* **ABOUT THIS TASK**: Using the records below, find every line that includes "service" and copy it.

[Records from a dataset]
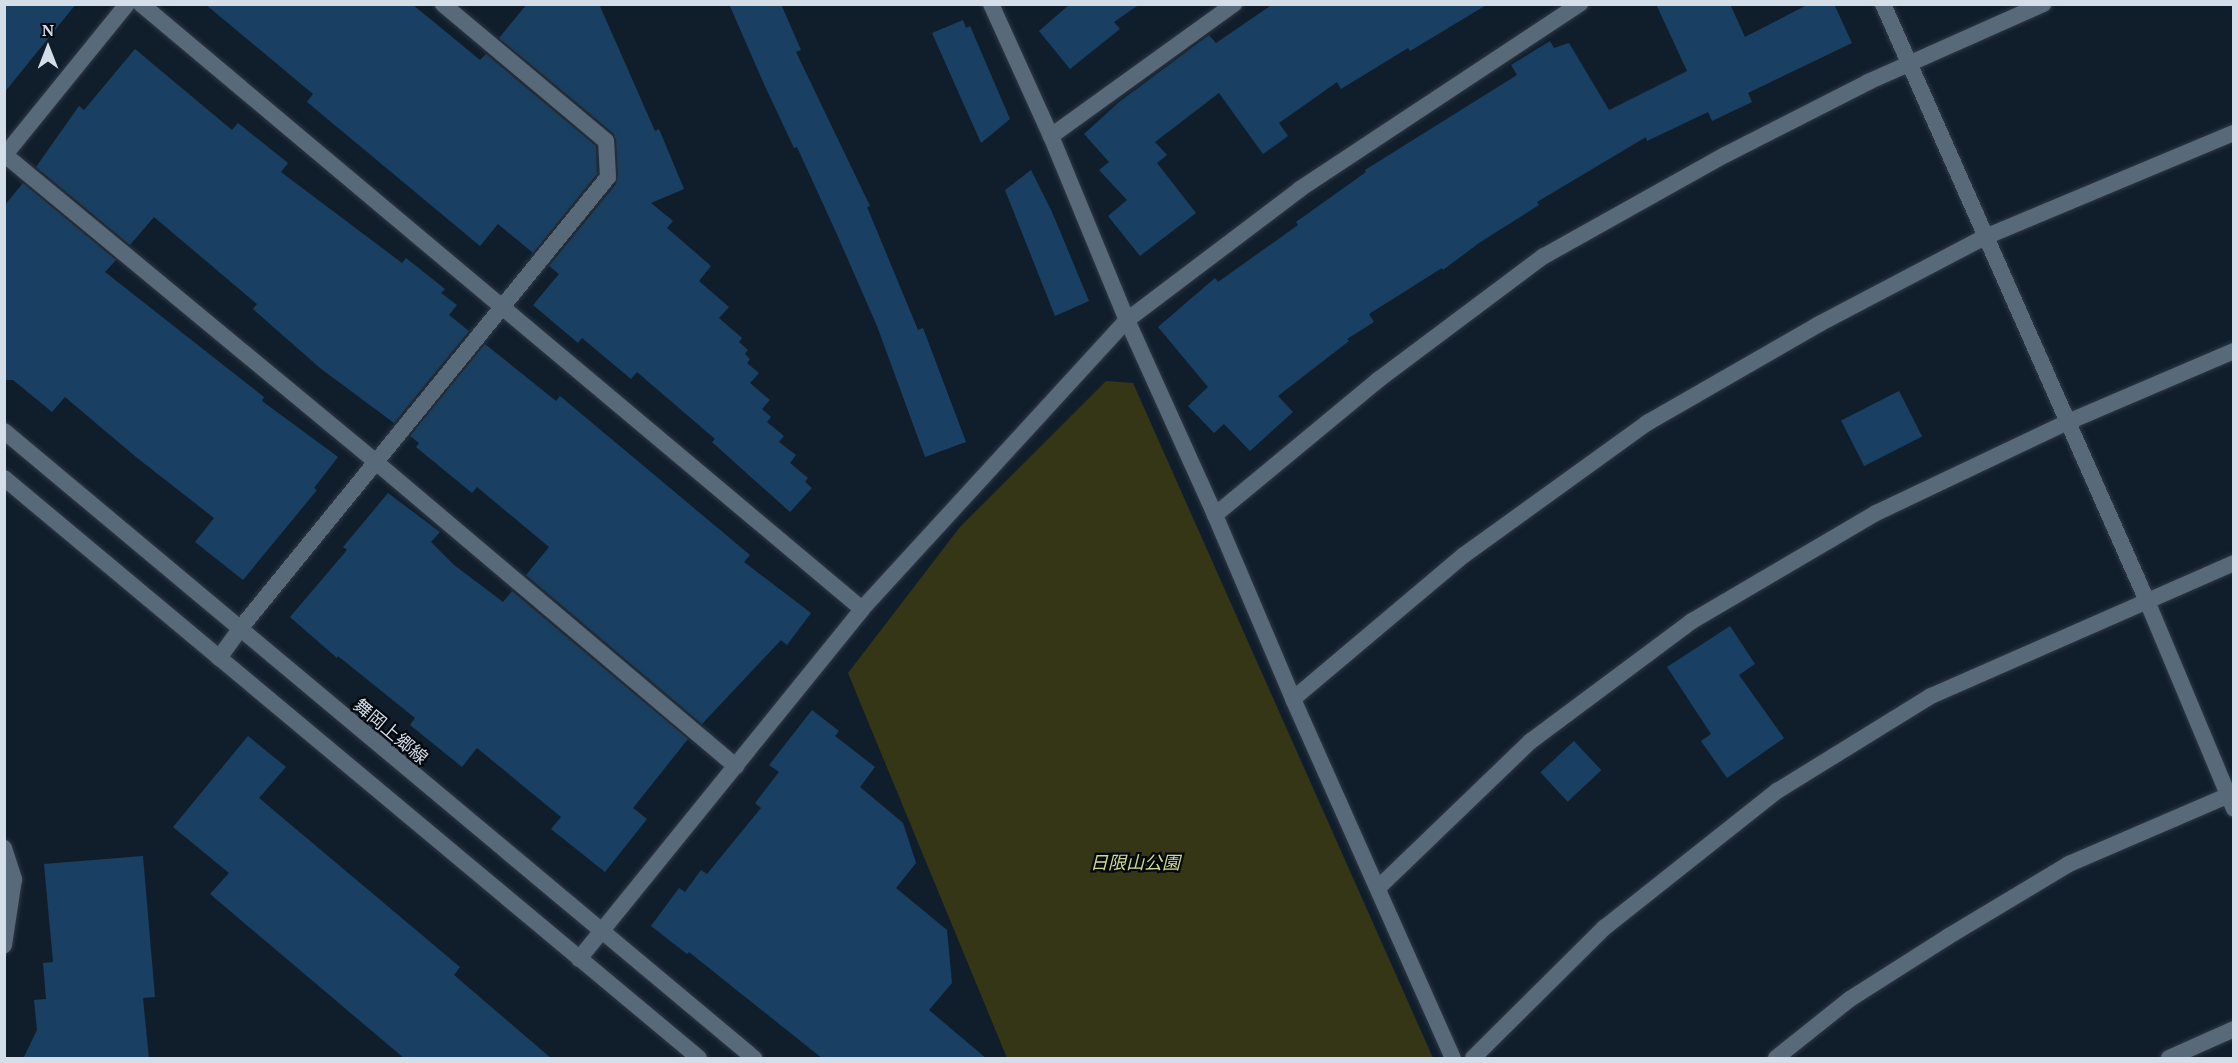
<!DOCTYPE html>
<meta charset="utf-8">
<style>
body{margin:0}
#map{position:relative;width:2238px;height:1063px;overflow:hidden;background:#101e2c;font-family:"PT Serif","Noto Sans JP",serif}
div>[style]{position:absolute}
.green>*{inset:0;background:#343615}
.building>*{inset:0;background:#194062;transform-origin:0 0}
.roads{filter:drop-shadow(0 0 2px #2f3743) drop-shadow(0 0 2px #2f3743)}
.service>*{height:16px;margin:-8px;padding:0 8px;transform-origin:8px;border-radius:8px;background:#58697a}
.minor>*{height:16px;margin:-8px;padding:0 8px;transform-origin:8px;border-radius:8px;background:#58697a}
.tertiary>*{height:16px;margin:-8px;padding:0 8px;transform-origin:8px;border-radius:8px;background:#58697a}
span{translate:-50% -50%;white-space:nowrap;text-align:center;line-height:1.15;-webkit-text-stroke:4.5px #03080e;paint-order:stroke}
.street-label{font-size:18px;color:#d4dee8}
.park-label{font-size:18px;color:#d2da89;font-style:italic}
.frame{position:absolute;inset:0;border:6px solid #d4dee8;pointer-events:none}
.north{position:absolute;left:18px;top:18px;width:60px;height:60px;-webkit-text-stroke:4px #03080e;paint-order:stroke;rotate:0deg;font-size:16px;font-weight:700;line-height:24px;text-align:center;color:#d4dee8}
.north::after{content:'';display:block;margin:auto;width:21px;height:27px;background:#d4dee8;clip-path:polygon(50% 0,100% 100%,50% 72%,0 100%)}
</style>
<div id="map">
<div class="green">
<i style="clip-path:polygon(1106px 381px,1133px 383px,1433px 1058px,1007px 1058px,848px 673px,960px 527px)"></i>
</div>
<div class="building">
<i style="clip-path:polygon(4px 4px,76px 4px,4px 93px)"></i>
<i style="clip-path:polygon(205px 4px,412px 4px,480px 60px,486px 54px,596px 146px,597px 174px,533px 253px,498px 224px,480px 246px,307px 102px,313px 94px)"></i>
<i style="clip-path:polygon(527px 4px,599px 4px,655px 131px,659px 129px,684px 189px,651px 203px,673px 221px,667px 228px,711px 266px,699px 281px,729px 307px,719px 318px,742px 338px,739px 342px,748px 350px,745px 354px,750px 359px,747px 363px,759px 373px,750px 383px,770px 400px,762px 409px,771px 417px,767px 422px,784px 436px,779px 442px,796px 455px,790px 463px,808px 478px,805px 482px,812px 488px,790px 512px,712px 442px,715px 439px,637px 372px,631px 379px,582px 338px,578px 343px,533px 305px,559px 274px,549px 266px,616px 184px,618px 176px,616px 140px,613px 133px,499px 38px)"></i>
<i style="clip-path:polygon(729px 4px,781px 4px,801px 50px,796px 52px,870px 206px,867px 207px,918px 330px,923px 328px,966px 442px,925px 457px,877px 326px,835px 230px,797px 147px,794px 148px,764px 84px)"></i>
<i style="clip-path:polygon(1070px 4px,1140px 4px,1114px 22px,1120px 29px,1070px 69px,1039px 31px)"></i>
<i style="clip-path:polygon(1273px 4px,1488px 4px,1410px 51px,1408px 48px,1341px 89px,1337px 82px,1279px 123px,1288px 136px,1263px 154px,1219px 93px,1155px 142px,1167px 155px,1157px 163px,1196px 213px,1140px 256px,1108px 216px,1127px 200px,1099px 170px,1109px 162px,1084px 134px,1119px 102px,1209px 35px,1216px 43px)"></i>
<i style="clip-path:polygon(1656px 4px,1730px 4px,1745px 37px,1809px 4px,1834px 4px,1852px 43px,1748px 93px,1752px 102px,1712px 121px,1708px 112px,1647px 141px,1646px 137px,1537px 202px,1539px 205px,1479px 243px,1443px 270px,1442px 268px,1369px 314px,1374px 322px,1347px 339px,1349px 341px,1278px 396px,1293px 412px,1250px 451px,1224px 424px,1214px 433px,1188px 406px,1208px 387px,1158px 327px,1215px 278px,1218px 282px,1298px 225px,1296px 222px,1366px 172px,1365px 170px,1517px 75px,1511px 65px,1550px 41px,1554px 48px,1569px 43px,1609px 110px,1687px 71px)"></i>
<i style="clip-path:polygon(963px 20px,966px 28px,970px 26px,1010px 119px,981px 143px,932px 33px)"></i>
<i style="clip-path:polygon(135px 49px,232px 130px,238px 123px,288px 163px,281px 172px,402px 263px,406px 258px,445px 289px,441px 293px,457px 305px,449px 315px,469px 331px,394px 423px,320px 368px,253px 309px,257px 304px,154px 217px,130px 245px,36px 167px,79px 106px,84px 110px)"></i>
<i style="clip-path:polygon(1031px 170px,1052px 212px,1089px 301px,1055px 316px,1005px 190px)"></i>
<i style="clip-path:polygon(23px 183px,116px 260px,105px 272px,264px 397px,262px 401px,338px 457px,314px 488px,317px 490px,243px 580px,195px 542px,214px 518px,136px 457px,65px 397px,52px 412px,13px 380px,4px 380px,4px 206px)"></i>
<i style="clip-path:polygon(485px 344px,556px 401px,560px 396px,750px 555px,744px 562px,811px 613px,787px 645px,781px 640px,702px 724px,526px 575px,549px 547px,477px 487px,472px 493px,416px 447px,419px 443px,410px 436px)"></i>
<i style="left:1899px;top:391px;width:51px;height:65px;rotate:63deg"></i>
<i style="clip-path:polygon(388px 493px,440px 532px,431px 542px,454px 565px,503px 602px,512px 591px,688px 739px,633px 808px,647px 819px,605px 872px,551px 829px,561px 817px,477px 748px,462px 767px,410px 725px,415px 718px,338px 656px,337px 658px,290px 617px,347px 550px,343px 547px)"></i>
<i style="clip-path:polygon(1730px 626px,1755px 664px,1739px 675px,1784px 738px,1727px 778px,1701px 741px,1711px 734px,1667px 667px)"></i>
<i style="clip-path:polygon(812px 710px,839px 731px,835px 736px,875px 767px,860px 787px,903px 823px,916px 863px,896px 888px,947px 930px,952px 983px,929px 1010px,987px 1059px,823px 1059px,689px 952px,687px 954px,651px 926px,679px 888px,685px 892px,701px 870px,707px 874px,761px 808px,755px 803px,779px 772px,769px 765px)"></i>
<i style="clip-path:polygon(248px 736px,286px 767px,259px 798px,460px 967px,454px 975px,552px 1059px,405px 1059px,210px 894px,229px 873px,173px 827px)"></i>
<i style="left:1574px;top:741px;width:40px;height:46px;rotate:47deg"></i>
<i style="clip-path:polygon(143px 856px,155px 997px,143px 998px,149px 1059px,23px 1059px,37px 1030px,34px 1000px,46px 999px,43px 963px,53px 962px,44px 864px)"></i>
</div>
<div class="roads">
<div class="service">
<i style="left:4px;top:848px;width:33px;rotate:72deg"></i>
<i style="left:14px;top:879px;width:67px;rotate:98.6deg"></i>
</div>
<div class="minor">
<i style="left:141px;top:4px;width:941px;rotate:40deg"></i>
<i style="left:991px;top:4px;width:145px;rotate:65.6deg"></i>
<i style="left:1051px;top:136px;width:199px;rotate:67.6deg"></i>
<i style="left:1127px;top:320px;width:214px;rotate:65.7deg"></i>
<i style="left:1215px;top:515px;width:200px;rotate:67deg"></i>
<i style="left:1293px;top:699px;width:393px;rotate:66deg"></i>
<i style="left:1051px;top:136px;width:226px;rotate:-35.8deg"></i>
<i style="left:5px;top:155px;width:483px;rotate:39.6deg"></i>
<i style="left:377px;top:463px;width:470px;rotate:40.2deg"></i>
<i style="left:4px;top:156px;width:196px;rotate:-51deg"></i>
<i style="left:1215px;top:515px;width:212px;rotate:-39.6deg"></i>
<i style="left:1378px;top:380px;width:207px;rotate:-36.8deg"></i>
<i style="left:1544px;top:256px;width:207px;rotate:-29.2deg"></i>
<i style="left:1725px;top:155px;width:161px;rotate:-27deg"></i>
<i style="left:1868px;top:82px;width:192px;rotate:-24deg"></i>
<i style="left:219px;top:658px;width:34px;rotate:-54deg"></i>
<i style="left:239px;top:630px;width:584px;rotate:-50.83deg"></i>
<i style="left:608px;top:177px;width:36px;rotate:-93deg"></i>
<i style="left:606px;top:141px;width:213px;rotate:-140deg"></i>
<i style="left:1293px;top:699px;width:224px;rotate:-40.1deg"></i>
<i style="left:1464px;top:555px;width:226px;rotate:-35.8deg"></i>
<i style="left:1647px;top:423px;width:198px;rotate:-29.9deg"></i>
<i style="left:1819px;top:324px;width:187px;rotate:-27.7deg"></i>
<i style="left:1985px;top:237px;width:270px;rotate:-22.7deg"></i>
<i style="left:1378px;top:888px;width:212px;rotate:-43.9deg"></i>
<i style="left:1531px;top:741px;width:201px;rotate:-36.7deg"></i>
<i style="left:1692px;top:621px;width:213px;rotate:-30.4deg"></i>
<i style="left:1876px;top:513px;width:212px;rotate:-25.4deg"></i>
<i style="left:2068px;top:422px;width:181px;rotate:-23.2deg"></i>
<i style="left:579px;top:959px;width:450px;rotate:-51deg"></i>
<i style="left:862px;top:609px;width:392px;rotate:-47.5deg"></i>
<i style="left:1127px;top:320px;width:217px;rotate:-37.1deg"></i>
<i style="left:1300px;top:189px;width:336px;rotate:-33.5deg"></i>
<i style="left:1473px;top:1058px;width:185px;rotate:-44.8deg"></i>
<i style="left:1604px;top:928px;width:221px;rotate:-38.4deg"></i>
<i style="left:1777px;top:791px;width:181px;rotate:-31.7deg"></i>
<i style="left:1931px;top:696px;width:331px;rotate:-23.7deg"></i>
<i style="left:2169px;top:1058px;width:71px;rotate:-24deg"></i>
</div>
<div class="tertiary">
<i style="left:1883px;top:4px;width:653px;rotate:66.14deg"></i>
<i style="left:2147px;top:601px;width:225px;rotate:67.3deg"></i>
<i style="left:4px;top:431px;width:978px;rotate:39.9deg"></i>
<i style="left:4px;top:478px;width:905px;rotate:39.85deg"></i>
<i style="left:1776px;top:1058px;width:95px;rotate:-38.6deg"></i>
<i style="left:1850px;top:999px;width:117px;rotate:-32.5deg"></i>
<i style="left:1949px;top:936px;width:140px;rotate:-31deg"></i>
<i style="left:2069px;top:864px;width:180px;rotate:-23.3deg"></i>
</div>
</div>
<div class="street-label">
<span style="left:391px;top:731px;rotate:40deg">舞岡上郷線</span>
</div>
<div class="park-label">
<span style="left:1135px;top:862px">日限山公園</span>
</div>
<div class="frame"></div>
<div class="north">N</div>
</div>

* **RESPONSE**:
.service>*{height:16px;margin:-8px;padding:0 8px;transform-origin:8px;border-radius:8px;background:#58697a}
<div class="service">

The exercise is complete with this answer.